Semplicissime: una scritta nera su fondo bianco: SIAMO TUTTI DOPATI. E’ dedicata agli angloamericani. A quelli che impersonano (chissà perché ancora oggi?) l’essenza dello spirito sportivo, il “Vinca il migliore”, lo spirito olimpico dell’ “importante è partecipare” (anche se questo l’aveva detto un barone francese), i gentleman che hanno inventato il football, il cricket, la leale competizione prima di tutto, l’abbraccio del secondo a chi arriva primo… 

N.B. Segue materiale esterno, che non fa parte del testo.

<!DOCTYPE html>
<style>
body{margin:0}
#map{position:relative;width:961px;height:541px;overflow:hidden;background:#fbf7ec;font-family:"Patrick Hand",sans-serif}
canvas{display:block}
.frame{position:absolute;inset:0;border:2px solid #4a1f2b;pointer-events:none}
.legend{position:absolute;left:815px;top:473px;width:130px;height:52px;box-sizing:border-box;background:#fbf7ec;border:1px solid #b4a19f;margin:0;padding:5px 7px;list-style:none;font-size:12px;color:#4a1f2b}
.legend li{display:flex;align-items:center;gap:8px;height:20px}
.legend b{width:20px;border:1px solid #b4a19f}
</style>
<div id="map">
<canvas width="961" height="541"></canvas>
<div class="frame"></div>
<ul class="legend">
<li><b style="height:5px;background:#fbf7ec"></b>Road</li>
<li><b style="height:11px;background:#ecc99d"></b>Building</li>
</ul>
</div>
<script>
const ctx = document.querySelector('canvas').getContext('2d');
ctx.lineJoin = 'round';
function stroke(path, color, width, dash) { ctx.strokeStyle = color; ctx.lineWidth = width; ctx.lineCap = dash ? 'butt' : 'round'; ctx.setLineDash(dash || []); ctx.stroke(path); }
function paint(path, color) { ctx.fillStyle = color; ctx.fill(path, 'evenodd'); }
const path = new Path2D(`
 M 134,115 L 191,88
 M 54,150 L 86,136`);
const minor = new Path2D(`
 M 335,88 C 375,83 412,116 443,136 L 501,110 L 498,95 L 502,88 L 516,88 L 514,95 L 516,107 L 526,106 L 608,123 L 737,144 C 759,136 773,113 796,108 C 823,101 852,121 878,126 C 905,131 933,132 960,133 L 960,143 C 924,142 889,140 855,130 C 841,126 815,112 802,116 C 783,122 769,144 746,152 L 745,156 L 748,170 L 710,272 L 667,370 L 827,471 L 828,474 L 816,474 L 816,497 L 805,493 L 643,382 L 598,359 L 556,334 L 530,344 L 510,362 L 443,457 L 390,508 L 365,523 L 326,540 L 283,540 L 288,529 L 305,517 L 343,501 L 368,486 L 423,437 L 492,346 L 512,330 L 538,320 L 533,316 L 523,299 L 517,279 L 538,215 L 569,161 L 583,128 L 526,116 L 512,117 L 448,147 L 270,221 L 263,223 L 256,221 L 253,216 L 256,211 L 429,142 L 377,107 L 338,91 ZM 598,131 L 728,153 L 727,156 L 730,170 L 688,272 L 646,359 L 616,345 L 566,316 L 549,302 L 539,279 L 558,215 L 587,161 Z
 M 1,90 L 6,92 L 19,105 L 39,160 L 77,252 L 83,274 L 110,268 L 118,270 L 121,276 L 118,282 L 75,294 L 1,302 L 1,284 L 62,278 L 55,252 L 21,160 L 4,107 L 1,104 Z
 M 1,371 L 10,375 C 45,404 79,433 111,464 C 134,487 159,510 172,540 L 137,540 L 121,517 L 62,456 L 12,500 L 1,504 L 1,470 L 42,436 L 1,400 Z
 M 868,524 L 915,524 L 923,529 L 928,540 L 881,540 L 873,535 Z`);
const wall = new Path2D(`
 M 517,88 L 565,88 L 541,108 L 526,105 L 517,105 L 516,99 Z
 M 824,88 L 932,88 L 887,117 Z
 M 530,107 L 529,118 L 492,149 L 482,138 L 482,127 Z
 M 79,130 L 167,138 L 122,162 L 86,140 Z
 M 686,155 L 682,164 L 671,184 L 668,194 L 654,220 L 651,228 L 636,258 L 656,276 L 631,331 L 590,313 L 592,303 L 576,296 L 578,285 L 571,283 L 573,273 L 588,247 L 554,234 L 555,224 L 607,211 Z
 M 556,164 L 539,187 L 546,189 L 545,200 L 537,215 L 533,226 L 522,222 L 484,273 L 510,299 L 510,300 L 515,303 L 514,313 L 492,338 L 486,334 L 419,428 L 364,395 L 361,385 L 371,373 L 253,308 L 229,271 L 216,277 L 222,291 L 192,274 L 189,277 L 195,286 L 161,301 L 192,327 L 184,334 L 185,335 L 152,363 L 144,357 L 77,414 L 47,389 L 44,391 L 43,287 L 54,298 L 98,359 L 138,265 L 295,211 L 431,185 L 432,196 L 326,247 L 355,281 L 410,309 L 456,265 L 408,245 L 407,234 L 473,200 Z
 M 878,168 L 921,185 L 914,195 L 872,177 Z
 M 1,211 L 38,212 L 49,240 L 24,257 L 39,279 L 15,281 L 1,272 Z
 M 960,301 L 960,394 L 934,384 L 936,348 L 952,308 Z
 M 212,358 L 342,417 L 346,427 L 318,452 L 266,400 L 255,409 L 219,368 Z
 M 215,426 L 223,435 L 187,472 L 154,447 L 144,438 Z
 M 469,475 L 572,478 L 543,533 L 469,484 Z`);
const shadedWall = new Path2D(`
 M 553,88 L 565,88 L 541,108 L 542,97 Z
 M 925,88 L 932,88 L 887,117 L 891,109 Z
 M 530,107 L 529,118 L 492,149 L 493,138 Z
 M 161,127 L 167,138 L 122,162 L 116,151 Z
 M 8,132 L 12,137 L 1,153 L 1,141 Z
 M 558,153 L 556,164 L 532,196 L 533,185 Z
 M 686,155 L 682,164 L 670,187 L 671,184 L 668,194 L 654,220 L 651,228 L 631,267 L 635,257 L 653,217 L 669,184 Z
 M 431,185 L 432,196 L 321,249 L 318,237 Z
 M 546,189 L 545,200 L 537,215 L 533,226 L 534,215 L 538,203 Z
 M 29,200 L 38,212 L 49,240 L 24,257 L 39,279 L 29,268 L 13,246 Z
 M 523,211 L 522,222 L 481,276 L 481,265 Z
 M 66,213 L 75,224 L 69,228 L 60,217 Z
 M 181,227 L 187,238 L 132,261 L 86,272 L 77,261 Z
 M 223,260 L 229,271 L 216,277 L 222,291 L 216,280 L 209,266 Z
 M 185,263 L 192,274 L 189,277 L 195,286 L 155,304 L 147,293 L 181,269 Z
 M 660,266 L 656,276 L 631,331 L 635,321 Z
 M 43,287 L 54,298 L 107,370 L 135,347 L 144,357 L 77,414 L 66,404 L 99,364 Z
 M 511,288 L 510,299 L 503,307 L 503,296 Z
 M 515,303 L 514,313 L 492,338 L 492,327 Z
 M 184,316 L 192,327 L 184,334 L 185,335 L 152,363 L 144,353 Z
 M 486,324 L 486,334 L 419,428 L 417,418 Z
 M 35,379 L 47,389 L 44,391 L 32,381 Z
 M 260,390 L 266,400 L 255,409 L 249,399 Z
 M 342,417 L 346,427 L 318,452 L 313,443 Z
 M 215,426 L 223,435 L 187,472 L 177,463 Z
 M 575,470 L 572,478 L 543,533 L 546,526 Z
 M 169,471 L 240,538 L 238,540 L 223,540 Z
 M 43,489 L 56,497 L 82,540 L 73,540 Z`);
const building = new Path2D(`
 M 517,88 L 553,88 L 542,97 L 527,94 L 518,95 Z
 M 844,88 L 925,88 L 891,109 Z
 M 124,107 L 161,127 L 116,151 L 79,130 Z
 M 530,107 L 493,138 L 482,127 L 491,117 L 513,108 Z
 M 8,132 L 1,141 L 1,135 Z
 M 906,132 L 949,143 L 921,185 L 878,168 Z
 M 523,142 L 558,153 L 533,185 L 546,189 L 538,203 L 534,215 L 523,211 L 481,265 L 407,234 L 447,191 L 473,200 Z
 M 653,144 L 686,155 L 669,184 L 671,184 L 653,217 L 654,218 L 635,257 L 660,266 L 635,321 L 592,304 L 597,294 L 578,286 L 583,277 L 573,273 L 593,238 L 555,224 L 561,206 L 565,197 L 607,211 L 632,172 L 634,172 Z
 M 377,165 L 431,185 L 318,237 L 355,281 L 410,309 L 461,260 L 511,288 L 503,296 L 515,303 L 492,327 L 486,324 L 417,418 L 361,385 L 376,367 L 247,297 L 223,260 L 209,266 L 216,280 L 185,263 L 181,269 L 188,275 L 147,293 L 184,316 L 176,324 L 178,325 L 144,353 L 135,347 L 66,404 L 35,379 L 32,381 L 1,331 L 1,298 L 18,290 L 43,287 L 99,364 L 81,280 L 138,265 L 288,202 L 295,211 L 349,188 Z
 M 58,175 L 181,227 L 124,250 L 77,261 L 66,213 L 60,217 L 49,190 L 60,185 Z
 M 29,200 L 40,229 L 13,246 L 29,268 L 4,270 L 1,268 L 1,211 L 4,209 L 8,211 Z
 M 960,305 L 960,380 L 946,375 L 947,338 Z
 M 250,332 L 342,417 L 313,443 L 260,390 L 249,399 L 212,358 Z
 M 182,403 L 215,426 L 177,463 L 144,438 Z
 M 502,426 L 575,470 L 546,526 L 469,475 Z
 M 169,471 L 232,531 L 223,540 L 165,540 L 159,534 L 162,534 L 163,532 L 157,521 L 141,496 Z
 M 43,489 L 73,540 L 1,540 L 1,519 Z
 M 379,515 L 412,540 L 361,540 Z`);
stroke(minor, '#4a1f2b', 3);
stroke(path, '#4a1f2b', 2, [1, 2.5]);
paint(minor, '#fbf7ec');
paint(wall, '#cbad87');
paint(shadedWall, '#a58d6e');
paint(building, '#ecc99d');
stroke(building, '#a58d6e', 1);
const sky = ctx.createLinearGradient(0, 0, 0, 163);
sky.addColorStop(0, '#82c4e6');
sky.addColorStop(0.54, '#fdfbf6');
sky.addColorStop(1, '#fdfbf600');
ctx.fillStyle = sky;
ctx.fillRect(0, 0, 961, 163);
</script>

a loro, che nell’ ordine hanno simbolicamente sputato sulla medaglia del Campionato di calcio europeo togliendosela platealmente dal petto, ai loro tifosi che hanno fischiato l’inno nazionale di chi ha vinto e che hanno disertato la premiazione. Ai giornalisti britannici che hanno scritto: “Non è giusto!”, “Ripetiamo la finale” solo per beccare qualche lettore in più. La maglietta poi è dedicata all’opinione pubblica angloamericana che si meraviglia per la vittoria di Jacobs e scrive: “Qualcosa non torna!”, “Cosa c’è sotto?” adombrando abominevoli doping. E’ dedicata a Bolt che tira fuori: “Vittoria ridicola ottenuta con scarpe non regolamentari”.
E’ dedicata, infine, agli inglesi tutti che si sono visti passare avanti l’Italia nella staffetta 4x100 e quasi non ci credevano. Ai loro commenti qualsiasi essi siano, perché non se ne poteva più di questi campioni (pubblico, giornalisti e anche istituzioni sportive) che incarnano al meglio lo spirito sportivo solo quando vincono.

Ah! Essenziale! La maglietta in Inghilterra è in vendita, ma gli Scozzesi  e i Gallesi la regalano, con la scritta: WE ARE ALL  DOPED e le tre foto piccole della Nazionale azzura di calcio, di Jacobs e dei quattro della staffetta.